### WHAT IS REQUIRED:
Go line by line through the entries and show those that hold the string "above".

══ INFORMATION GIVEN ══

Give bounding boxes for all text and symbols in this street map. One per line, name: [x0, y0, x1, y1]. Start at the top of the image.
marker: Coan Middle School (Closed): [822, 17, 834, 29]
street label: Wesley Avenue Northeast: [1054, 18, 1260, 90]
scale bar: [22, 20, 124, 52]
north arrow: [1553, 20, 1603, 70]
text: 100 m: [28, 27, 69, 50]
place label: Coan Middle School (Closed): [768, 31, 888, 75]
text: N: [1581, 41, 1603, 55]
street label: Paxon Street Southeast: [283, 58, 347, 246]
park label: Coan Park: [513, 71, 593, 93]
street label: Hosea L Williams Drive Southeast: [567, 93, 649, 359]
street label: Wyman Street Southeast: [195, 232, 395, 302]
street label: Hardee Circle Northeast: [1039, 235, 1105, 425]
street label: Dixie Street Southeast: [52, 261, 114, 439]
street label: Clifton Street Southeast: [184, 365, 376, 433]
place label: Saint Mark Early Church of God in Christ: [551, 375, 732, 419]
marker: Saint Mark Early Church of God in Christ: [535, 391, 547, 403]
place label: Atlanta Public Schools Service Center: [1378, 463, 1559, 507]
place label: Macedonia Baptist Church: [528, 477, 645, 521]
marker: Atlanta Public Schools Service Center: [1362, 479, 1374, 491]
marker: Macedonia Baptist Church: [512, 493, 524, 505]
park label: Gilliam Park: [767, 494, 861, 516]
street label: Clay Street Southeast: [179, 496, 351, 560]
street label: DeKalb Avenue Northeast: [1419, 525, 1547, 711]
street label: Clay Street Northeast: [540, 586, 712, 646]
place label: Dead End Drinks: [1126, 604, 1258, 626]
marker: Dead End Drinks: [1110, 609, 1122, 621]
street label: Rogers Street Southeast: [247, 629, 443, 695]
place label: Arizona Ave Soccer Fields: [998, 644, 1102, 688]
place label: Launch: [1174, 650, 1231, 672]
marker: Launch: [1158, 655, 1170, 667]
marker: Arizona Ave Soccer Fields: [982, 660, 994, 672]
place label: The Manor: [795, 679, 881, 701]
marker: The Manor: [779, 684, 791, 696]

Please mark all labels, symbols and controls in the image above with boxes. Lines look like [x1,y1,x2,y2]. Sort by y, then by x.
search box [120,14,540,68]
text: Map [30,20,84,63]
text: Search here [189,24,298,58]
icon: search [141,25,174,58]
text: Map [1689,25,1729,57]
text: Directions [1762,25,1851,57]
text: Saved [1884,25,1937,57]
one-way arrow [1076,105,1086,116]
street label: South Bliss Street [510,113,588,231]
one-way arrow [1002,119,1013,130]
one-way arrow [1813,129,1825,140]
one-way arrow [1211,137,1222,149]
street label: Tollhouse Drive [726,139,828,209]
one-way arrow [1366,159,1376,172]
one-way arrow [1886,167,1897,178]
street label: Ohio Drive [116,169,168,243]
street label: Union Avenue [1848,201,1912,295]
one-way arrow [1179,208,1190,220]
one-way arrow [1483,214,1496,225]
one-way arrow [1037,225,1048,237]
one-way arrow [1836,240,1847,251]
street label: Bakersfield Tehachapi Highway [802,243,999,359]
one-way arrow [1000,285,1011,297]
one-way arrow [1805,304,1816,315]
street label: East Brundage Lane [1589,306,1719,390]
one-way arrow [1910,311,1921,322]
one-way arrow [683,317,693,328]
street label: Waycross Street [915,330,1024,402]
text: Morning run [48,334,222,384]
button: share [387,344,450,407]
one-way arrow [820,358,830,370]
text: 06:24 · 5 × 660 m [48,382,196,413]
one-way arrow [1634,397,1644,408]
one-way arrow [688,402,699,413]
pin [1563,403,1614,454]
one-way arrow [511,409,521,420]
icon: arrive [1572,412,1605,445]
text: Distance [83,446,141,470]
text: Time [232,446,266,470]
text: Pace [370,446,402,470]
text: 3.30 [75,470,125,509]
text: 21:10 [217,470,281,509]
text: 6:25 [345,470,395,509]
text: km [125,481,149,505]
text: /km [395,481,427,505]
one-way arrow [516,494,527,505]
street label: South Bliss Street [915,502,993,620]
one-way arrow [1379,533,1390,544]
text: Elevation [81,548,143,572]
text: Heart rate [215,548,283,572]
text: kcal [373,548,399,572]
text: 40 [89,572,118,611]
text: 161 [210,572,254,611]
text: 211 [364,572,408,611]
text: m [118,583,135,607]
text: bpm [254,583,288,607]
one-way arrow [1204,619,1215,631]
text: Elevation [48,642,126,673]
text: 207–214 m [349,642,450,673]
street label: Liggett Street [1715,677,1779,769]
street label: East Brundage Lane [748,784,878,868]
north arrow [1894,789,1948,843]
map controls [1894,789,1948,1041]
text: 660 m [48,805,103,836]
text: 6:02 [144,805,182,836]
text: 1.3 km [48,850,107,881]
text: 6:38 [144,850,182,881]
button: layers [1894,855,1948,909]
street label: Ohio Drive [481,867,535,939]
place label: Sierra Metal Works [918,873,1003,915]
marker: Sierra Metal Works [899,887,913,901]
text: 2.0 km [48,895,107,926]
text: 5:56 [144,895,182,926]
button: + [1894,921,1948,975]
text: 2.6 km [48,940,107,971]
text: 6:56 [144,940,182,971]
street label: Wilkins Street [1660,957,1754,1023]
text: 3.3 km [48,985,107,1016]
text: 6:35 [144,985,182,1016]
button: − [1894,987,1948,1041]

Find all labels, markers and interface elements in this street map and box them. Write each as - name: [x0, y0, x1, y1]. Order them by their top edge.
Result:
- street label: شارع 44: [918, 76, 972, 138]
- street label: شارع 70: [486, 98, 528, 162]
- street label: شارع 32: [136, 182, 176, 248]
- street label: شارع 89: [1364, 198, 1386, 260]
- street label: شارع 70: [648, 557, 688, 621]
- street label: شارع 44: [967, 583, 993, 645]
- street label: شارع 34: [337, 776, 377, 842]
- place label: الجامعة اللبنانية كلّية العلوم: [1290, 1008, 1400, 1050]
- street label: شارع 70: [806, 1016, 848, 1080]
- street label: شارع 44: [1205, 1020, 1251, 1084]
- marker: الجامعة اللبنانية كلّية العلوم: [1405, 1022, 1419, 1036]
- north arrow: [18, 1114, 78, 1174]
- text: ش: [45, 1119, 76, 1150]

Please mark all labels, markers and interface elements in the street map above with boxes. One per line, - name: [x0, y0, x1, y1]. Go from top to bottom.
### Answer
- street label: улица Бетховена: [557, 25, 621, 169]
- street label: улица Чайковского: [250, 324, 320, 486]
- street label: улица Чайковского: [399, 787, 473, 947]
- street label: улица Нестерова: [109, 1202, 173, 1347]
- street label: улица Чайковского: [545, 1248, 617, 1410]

═══

### THE ANSWER:
Please mark all labels, symbols and controls in the image above with boxes. Lines look like [x1,y1,x2,y2]. Sort by y, then by x.
Please mark all labels, markers and interface elements in the street map above with boxes. One per line, - name: [x0, y0, x1, y1]. Go from top to bottom.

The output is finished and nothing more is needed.